- REQUIRED WORK
If a line in the entries contains the string "direction", include that line in your answer.

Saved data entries

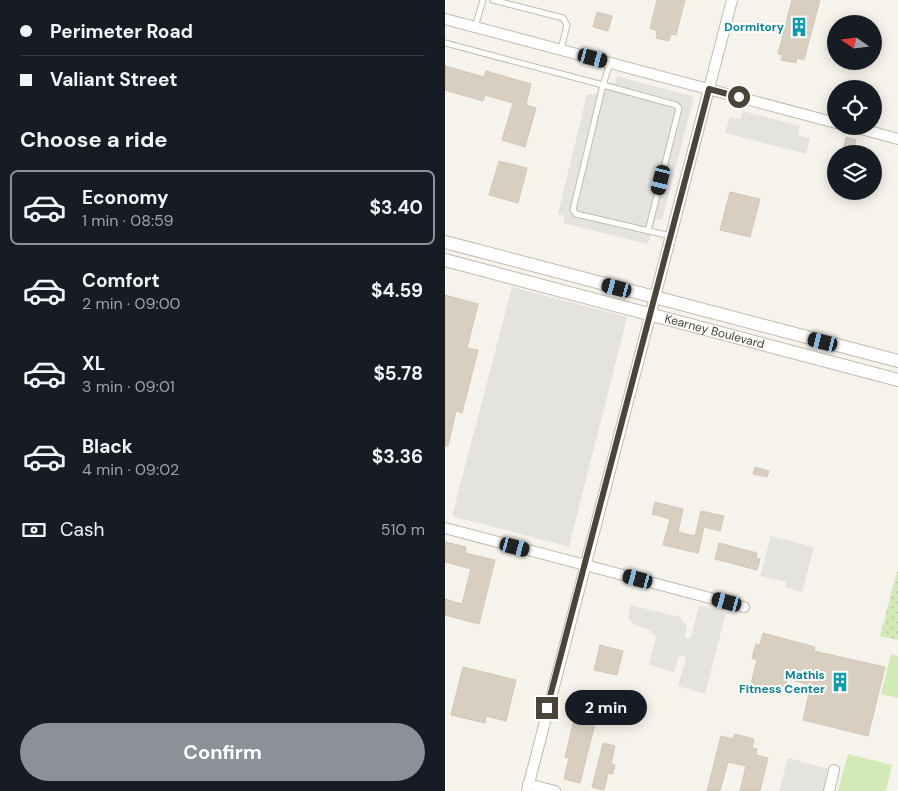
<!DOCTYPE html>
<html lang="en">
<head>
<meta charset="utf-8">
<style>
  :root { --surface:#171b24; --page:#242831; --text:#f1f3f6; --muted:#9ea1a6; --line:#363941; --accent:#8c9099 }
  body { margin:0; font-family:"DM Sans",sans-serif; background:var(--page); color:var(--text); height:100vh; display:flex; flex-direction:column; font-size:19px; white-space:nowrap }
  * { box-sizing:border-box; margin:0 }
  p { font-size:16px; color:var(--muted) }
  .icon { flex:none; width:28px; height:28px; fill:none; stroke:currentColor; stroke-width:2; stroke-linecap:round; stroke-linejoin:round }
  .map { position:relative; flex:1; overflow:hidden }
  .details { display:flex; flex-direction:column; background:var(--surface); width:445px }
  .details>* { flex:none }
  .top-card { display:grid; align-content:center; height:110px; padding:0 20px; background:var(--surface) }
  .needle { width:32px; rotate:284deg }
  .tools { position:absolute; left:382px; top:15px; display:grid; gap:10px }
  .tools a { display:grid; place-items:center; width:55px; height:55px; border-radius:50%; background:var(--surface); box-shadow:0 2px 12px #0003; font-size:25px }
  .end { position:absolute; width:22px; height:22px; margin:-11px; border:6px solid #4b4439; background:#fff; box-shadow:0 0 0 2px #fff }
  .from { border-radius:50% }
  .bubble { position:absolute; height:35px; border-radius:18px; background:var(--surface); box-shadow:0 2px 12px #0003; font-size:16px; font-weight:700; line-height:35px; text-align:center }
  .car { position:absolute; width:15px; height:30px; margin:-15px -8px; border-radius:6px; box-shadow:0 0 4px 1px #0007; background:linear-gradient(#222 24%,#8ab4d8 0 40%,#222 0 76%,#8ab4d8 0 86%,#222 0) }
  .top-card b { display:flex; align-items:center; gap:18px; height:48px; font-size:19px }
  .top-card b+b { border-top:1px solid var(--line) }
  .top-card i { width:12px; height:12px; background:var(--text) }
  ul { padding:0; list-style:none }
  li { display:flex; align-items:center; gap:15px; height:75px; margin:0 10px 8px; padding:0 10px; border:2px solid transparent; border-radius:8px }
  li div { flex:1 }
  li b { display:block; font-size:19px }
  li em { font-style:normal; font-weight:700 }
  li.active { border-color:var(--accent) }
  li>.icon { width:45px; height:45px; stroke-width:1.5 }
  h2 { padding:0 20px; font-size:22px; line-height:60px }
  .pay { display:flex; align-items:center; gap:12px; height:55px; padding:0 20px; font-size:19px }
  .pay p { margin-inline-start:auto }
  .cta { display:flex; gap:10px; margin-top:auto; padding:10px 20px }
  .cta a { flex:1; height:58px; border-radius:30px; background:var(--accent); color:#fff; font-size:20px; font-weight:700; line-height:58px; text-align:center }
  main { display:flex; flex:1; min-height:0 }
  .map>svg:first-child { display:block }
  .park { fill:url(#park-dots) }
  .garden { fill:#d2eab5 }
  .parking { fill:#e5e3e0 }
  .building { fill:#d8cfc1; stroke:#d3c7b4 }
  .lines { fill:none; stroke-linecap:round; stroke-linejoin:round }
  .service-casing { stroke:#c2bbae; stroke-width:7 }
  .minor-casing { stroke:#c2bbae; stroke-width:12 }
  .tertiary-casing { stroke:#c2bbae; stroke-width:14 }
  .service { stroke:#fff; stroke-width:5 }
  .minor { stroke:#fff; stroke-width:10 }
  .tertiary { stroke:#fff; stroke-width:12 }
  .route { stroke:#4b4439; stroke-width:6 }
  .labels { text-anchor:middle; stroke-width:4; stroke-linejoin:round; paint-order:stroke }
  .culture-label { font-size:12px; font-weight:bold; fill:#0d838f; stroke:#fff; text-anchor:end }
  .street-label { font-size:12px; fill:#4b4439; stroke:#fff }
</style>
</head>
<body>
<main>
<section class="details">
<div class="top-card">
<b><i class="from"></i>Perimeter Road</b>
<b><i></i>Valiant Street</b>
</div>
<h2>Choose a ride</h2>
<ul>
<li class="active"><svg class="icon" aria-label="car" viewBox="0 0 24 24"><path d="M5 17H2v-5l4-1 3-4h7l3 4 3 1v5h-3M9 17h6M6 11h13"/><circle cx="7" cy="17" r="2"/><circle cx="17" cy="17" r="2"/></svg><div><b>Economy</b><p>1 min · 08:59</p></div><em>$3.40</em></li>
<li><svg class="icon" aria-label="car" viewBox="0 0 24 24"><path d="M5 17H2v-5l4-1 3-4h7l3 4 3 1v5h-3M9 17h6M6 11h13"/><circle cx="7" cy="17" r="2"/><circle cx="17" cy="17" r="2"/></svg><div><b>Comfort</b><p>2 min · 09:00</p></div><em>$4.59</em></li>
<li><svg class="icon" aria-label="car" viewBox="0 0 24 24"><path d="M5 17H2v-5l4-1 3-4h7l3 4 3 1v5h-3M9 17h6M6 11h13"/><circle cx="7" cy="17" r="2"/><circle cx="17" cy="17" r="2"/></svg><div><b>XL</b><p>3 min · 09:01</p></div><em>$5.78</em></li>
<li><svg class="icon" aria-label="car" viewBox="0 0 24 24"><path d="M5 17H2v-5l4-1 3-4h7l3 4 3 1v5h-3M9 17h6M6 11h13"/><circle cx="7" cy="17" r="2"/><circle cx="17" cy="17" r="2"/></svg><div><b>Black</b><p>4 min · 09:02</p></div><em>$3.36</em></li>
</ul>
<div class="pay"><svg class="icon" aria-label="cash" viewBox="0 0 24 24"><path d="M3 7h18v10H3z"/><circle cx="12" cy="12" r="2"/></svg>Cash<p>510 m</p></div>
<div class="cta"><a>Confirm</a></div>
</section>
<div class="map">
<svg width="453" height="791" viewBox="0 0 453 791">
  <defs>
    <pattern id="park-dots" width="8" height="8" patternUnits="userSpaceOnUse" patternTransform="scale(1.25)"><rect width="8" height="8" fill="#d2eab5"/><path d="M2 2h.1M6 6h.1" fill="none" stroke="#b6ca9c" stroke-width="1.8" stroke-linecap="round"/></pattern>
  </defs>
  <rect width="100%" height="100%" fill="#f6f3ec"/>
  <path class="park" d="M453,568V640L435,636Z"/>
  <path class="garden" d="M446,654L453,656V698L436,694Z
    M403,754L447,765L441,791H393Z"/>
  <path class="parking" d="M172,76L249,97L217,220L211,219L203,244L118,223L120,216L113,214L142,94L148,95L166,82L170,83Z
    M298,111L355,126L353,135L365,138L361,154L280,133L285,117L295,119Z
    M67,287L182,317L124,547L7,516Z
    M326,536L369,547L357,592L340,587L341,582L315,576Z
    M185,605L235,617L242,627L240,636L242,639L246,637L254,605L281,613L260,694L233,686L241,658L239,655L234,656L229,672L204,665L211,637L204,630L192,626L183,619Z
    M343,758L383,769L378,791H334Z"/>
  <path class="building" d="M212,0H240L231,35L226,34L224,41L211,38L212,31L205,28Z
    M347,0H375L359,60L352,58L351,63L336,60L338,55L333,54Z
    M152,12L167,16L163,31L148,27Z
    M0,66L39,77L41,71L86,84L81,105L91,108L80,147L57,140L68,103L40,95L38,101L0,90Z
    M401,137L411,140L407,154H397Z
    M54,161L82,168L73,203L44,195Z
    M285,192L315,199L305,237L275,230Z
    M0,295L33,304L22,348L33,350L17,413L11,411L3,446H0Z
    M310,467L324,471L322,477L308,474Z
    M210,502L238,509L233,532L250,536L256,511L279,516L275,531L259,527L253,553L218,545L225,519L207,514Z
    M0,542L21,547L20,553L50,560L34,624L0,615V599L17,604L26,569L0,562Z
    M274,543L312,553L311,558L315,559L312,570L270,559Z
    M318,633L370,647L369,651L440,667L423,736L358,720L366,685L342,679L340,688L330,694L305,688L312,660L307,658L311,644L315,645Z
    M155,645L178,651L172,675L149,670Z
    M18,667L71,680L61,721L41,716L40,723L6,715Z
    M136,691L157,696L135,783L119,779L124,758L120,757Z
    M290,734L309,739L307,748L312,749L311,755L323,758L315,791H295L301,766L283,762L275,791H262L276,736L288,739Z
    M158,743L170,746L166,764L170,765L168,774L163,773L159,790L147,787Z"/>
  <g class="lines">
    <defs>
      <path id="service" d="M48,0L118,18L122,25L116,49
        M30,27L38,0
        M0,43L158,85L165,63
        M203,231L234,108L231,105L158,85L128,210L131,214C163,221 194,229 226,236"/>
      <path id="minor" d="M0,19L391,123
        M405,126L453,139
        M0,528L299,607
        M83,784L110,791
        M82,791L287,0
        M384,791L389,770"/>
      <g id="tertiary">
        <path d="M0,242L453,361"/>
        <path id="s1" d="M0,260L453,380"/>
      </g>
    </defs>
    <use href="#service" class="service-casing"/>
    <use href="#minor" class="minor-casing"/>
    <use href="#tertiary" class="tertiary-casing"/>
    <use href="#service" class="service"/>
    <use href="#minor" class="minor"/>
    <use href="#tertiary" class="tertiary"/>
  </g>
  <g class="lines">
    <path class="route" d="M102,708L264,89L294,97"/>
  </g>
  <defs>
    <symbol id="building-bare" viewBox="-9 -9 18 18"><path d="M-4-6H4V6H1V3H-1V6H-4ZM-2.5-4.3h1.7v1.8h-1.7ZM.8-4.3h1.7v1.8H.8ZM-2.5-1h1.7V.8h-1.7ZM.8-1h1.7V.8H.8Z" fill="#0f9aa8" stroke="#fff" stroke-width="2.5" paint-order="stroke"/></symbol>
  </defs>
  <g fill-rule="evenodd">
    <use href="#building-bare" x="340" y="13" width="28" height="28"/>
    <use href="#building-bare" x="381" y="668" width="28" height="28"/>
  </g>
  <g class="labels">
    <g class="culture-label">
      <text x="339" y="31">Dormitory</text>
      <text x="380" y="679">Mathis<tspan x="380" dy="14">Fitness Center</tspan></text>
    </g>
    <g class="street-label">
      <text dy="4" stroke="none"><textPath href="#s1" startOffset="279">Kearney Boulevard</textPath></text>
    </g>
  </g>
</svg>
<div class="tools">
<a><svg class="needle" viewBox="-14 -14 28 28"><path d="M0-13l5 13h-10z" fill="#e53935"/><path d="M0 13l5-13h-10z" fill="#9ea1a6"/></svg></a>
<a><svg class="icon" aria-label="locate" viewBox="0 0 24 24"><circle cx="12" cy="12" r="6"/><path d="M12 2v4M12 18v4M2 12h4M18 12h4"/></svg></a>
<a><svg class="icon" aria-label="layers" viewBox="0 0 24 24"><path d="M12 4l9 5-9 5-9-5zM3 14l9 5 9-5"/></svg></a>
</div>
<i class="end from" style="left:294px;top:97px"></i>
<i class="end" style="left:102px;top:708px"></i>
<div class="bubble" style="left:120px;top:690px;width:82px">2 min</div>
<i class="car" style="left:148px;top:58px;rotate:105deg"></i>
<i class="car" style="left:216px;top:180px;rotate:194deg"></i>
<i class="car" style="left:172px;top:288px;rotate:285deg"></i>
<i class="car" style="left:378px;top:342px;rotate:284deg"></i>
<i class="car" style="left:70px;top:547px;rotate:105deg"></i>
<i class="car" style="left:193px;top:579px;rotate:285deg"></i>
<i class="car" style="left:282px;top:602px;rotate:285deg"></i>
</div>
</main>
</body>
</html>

- TASK ANSWER
  body { margin:0; font-family:"DM Sans",sans-serif; background:var(--page); color:var(--text); height:100vh; display:flex; flex-direction:column; font-size:19px; white-space:nowrap }
  .details { display:flex; flex-direction:column; background:var(--surface); width:445px }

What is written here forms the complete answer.